Saved entries
⟨
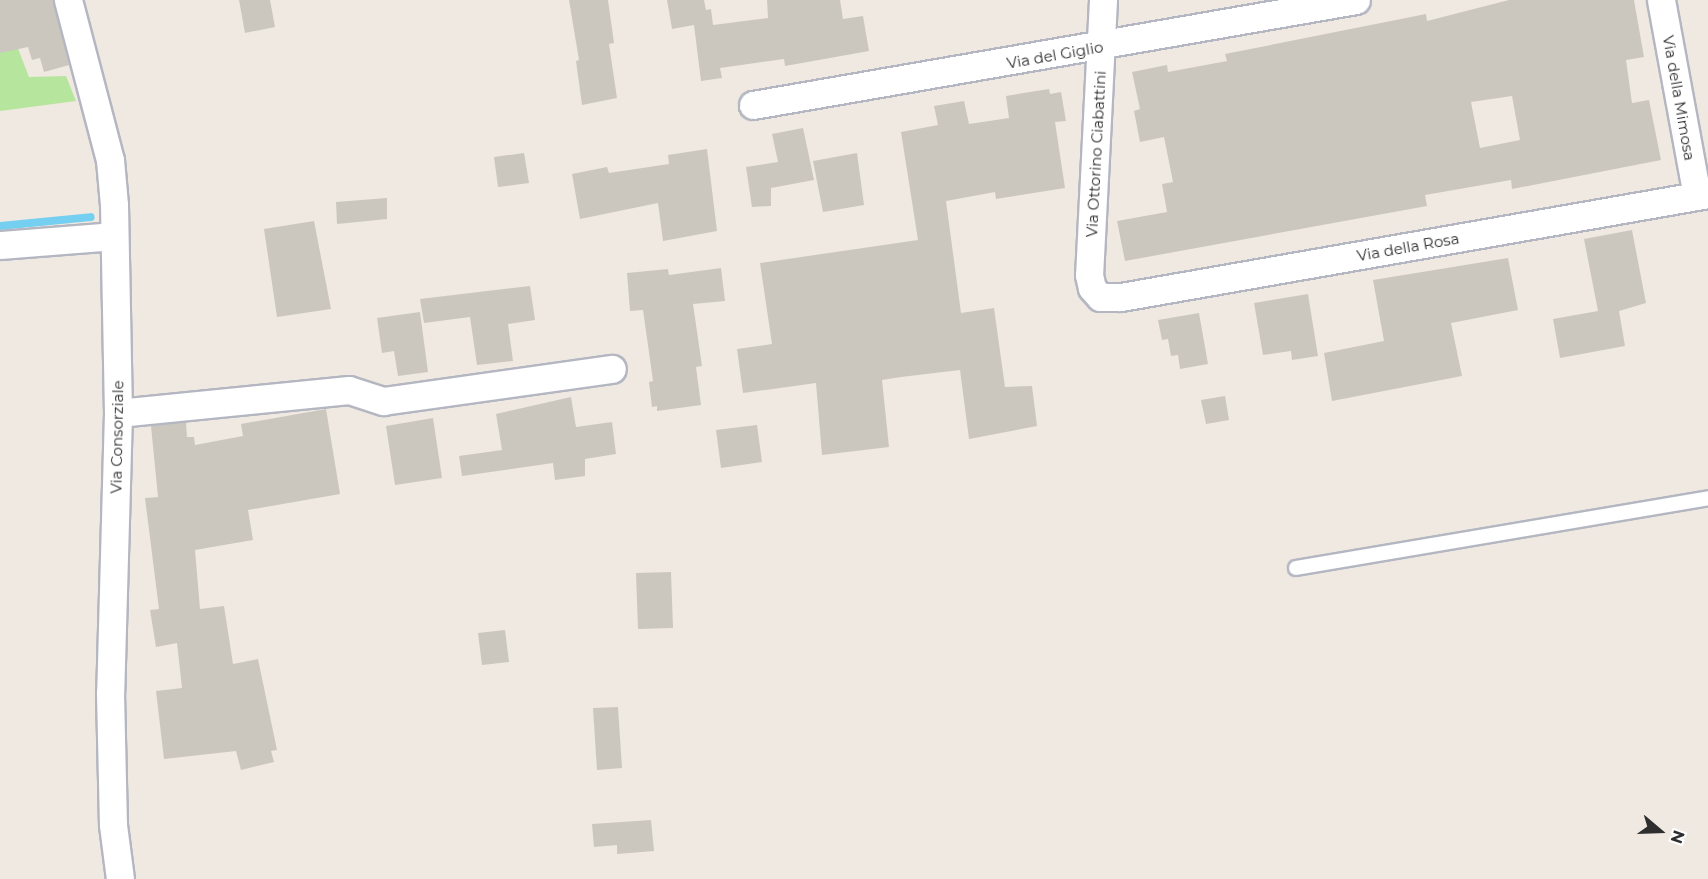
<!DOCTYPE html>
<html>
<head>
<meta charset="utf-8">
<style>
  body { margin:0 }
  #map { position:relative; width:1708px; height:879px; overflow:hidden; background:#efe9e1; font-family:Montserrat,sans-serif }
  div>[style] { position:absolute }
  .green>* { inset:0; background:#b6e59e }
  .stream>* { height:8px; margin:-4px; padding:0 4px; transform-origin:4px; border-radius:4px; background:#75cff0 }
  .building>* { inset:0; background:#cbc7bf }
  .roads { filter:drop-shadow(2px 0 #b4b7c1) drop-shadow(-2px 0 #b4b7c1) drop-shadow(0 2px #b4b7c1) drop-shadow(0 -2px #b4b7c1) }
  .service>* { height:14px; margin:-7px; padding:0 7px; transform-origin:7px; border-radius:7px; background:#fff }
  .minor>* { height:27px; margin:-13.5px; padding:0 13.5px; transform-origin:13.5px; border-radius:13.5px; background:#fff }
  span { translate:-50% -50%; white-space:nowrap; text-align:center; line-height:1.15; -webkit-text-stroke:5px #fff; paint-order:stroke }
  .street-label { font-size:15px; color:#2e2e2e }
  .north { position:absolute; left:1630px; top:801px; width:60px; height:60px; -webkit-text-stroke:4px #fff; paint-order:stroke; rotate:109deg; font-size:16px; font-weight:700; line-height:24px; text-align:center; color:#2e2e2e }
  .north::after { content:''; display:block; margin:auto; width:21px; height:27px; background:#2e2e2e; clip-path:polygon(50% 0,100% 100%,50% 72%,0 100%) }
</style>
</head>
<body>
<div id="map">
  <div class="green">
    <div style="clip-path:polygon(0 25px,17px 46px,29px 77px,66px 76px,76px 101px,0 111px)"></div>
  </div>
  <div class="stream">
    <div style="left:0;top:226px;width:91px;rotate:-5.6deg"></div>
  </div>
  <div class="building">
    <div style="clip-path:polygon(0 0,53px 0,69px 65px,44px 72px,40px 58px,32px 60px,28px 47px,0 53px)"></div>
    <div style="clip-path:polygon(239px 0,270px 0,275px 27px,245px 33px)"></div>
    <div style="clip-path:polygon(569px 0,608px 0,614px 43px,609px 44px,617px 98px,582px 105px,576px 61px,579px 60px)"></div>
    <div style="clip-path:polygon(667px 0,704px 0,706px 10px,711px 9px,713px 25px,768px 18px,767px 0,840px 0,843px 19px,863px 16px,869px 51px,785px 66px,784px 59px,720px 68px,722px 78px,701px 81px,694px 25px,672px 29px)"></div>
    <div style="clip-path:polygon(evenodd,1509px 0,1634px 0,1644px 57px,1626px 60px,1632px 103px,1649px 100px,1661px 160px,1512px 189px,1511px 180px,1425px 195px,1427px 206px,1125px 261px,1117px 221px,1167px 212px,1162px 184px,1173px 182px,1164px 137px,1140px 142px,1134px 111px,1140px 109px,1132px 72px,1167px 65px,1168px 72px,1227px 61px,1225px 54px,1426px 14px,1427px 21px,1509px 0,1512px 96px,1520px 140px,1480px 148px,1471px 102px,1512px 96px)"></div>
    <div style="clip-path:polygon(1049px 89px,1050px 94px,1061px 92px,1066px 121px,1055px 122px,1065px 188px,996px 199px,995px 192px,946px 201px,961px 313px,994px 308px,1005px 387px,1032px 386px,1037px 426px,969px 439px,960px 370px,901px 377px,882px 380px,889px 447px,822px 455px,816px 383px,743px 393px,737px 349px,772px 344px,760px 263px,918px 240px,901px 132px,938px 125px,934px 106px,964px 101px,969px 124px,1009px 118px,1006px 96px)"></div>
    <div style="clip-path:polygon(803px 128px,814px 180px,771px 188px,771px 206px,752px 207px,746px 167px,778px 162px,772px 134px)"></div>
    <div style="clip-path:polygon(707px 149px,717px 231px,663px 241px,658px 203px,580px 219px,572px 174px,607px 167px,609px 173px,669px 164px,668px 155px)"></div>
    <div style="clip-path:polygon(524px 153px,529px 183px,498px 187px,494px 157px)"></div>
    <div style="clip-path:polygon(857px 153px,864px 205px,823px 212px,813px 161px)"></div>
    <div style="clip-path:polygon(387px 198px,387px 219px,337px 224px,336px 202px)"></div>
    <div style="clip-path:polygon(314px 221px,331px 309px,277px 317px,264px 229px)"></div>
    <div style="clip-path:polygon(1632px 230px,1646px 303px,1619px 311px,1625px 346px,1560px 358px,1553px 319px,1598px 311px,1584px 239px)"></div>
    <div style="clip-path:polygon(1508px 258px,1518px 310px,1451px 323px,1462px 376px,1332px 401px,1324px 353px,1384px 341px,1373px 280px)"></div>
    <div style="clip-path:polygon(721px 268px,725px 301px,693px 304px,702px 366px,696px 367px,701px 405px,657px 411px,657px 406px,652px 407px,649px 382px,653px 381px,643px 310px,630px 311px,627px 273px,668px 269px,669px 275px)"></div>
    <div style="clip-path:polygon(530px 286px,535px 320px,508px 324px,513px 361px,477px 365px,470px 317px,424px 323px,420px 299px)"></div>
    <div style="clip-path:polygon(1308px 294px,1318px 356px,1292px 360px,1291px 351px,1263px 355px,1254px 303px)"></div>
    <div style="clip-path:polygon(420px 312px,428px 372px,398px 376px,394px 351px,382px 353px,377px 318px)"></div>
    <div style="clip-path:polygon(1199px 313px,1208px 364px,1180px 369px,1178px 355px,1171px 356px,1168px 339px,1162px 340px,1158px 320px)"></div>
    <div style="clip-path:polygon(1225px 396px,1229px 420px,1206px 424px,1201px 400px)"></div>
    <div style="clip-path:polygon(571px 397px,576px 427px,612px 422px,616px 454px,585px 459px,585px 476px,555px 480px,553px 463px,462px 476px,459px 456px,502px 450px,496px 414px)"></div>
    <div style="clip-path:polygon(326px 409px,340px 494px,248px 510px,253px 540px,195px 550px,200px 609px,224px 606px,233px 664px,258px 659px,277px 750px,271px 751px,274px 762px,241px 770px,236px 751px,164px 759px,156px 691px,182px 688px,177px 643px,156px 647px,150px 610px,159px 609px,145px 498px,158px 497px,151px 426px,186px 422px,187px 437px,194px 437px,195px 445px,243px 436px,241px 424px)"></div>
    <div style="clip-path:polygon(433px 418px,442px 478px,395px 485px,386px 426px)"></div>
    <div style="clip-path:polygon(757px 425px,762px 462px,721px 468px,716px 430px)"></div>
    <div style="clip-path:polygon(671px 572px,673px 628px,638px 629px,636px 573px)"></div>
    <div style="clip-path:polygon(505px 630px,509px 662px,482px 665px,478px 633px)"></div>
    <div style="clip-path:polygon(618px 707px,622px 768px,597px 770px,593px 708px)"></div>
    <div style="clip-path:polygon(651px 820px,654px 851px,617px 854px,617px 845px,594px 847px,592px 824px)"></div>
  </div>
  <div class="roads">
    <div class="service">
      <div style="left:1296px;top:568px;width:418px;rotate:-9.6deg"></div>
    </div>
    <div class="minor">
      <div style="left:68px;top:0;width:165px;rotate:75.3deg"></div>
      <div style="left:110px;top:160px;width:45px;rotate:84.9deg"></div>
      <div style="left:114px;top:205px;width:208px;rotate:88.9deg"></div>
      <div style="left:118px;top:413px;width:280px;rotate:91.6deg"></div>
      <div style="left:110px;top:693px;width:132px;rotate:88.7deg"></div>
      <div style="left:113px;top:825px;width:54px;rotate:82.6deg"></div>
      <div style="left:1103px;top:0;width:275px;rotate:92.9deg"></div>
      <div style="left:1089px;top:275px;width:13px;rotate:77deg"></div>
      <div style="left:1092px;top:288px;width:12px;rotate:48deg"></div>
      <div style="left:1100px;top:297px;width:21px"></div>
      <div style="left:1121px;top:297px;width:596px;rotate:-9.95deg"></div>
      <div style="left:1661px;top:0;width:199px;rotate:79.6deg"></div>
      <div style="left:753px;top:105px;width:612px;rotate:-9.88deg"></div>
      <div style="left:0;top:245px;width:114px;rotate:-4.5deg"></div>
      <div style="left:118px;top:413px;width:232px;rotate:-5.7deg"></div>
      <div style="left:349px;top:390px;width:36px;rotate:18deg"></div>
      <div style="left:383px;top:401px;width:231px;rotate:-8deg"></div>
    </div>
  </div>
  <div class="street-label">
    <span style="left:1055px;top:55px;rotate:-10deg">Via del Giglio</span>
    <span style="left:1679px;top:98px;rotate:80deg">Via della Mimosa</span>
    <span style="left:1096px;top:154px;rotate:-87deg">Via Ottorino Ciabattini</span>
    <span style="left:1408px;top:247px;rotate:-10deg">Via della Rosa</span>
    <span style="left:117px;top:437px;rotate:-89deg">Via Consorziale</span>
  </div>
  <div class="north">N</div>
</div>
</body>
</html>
⟩
⟨
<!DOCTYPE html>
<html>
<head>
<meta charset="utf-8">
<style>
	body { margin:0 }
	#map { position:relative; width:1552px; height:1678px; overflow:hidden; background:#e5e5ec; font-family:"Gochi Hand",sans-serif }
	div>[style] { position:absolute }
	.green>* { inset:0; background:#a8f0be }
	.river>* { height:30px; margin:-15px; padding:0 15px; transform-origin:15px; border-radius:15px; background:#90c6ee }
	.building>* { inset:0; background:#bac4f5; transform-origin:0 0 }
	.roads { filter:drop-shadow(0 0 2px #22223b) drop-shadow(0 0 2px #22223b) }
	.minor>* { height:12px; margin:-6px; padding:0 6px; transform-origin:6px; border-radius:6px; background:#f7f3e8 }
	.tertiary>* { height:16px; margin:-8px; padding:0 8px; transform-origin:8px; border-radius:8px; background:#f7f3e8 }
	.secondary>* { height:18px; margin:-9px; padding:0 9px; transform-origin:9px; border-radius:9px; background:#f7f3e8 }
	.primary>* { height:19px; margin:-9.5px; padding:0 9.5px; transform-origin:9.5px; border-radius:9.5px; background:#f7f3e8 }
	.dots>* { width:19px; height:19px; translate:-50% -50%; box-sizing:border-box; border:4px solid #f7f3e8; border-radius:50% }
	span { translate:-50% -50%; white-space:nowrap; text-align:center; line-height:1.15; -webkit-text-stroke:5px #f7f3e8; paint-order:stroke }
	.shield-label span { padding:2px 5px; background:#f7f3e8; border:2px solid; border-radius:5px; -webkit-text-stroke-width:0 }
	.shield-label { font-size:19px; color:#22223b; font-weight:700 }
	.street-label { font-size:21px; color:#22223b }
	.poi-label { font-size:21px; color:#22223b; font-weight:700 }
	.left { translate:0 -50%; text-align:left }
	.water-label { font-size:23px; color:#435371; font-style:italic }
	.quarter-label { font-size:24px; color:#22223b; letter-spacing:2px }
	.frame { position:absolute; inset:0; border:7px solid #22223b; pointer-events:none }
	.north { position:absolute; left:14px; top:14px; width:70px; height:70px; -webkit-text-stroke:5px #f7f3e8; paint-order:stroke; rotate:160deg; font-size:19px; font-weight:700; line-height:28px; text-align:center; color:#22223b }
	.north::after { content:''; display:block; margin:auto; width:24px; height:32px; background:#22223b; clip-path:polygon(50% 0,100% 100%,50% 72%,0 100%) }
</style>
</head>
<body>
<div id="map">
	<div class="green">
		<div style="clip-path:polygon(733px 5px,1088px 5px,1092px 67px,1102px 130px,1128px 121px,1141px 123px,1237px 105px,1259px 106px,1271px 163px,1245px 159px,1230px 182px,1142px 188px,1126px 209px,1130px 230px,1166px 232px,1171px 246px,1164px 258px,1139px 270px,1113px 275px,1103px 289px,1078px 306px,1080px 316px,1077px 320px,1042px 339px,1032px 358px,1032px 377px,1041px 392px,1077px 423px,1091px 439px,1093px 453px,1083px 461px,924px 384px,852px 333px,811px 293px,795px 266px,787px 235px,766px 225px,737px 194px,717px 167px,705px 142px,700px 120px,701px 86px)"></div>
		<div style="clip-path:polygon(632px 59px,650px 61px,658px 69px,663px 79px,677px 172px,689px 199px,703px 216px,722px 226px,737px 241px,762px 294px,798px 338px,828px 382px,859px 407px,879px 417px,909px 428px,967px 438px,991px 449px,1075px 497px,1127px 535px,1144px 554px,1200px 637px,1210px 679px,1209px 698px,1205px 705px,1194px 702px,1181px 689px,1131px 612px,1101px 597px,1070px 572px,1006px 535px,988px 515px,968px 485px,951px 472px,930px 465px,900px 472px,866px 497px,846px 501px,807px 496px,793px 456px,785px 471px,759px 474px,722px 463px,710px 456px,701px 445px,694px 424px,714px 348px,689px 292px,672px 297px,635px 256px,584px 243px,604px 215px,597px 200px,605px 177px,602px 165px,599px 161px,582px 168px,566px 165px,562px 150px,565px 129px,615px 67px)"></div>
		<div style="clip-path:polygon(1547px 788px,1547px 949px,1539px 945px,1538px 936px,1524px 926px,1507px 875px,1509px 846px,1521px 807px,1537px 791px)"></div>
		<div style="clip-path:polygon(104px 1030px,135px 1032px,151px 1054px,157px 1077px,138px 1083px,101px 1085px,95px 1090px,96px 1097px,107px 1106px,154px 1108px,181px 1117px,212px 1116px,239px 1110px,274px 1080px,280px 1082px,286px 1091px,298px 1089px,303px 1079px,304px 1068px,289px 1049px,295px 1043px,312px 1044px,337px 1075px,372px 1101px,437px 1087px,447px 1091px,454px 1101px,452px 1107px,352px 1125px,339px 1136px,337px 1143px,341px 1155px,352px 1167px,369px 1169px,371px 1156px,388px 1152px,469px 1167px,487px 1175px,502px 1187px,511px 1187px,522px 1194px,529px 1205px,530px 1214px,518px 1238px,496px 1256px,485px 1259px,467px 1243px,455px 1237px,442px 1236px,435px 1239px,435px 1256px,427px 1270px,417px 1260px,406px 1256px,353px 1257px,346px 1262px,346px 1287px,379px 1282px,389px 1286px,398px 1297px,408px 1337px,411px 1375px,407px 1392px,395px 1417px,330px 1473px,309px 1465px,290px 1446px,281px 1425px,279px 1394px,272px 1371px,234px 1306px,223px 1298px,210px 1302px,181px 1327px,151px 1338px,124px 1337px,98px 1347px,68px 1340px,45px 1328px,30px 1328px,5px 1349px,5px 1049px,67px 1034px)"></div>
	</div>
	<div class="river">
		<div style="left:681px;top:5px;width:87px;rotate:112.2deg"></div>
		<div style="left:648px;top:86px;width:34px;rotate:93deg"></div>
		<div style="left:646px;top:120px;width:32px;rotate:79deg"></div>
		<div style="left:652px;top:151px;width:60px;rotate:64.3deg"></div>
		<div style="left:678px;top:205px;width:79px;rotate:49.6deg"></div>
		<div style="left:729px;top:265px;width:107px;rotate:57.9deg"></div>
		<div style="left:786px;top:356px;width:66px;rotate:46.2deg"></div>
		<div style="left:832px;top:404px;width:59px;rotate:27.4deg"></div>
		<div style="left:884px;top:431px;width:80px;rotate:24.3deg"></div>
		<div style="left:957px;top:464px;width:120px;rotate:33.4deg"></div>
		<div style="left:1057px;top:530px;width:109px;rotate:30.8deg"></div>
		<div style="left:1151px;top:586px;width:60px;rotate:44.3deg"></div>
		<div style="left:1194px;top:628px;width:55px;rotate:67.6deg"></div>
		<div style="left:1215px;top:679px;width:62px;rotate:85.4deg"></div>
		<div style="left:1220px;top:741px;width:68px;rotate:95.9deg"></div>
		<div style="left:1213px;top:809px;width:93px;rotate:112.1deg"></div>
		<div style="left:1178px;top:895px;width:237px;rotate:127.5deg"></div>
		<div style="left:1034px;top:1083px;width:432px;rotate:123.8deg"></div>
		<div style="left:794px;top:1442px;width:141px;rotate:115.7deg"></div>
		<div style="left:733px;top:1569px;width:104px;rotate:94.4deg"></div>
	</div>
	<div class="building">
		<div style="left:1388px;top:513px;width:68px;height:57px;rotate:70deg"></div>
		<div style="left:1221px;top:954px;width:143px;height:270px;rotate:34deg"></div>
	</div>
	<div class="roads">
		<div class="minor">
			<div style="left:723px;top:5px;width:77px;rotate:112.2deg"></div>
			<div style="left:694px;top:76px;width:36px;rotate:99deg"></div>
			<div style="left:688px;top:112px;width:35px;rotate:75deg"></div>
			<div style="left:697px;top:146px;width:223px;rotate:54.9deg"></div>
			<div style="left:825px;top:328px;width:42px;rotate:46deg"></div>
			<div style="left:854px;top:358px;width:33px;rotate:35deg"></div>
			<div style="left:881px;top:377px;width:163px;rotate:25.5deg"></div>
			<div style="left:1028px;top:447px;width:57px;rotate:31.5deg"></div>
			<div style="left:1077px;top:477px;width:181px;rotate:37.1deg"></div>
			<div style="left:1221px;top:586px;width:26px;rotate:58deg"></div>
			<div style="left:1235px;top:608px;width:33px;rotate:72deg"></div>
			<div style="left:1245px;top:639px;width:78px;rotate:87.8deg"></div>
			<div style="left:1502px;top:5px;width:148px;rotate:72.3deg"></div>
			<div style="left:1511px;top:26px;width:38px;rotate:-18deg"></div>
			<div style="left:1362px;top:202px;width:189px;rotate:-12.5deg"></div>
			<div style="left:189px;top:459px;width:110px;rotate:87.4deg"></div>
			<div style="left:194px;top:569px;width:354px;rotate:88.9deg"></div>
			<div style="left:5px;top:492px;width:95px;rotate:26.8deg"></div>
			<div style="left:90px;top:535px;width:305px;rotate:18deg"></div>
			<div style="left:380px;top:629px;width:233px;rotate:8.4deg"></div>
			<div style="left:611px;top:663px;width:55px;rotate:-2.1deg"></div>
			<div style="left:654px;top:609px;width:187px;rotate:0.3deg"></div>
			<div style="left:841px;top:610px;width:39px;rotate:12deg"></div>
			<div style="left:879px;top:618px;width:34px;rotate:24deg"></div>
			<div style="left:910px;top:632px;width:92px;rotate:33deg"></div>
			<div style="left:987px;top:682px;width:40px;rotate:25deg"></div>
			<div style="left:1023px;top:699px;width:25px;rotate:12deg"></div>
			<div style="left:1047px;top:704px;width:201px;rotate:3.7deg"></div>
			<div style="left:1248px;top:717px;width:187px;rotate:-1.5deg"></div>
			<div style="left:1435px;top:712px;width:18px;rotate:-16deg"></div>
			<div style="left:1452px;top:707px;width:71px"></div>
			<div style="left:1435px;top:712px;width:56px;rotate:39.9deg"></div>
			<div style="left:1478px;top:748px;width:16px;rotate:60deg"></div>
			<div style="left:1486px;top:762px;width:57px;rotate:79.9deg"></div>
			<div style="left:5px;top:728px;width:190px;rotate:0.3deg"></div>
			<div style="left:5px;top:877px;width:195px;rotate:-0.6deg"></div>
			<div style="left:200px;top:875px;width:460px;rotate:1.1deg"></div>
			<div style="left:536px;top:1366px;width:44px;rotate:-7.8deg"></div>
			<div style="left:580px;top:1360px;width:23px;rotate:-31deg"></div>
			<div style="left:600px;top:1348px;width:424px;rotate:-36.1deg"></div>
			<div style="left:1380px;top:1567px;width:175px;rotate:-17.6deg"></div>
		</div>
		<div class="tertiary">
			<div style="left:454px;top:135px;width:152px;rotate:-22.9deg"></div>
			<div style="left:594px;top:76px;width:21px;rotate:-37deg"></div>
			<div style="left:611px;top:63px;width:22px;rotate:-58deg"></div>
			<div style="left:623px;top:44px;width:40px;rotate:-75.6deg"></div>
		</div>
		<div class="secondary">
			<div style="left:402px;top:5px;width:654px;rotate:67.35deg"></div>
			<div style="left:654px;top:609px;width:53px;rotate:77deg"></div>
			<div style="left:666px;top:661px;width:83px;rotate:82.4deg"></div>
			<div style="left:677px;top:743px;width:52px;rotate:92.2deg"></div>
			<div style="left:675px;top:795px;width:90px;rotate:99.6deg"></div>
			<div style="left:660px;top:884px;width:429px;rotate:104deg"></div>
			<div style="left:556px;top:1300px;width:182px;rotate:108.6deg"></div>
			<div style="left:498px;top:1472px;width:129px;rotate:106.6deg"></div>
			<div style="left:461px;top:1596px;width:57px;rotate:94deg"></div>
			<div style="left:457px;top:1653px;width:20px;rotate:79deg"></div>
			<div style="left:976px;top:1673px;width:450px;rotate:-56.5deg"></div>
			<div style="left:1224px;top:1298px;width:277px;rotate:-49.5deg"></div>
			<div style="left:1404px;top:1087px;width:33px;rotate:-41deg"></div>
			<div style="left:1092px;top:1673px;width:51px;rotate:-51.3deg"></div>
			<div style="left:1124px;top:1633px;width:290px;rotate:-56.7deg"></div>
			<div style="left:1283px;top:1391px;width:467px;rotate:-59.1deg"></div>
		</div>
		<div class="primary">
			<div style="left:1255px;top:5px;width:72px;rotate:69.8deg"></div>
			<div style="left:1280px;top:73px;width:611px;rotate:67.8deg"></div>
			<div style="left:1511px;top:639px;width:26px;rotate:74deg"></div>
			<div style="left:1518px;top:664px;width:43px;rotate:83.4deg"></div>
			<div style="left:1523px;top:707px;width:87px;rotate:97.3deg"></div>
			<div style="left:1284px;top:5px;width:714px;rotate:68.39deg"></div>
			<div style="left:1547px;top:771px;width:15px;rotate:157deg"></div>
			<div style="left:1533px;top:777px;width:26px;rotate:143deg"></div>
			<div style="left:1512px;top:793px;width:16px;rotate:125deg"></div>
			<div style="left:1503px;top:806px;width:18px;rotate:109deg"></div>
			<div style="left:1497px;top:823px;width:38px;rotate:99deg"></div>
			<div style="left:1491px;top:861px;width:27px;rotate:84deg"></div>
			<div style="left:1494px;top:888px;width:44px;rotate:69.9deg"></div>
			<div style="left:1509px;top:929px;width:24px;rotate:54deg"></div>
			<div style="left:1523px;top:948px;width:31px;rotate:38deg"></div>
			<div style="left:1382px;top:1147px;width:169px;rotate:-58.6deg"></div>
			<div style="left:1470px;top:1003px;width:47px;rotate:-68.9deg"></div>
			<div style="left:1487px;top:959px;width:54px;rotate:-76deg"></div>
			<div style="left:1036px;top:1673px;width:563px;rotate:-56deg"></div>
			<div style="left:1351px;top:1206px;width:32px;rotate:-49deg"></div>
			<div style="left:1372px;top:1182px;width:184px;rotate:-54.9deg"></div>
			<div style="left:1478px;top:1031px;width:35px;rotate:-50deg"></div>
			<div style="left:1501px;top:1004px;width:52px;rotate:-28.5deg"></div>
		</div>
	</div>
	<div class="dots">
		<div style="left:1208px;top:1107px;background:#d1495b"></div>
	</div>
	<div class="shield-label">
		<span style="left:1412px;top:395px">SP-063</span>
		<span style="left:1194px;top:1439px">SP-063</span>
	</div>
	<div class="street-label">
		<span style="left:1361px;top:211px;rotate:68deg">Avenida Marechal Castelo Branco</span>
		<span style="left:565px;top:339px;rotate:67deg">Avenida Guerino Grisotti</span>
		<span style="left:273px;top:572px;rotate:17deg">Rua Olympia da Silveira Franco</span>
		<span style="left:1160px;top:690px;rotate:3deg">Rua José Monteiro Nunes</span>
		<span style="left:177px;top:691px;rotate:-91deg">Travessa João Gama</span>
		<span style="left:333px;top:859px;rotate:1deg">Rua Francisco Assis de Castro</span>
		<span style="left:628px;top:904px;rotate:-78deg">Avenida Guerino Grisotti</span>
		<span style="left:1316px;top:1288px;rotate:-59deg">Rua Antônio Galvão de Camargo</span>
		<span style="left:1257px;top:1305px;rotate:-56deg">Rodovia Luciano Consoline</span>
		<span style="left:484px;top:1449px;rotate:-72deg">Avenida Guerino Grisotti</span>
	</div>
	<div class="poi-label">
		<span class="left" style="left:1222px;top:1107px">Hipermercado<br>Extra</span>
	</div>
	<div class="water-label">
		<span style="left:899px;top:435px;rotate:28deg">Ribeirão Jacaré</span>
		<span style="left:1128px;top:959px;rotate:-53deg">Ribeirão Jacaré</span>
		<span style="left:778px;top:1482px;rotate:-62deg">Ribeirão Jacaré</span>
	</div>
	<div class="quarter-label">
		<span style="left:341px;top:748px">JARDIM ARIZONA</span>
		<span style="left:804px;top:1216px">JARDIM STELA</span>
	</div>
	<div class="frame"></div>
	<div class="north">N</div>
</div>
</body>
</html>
⟩
## Task
Search the entries above for the string "dots". Copy each line in which it appears.

## Solution
	.dots>* { width:19px; height:19px; translate:-50% -50%; box-sizing:border-box; border:4px solid #f7f3e8; border-radius:50% }
	<div class="dots">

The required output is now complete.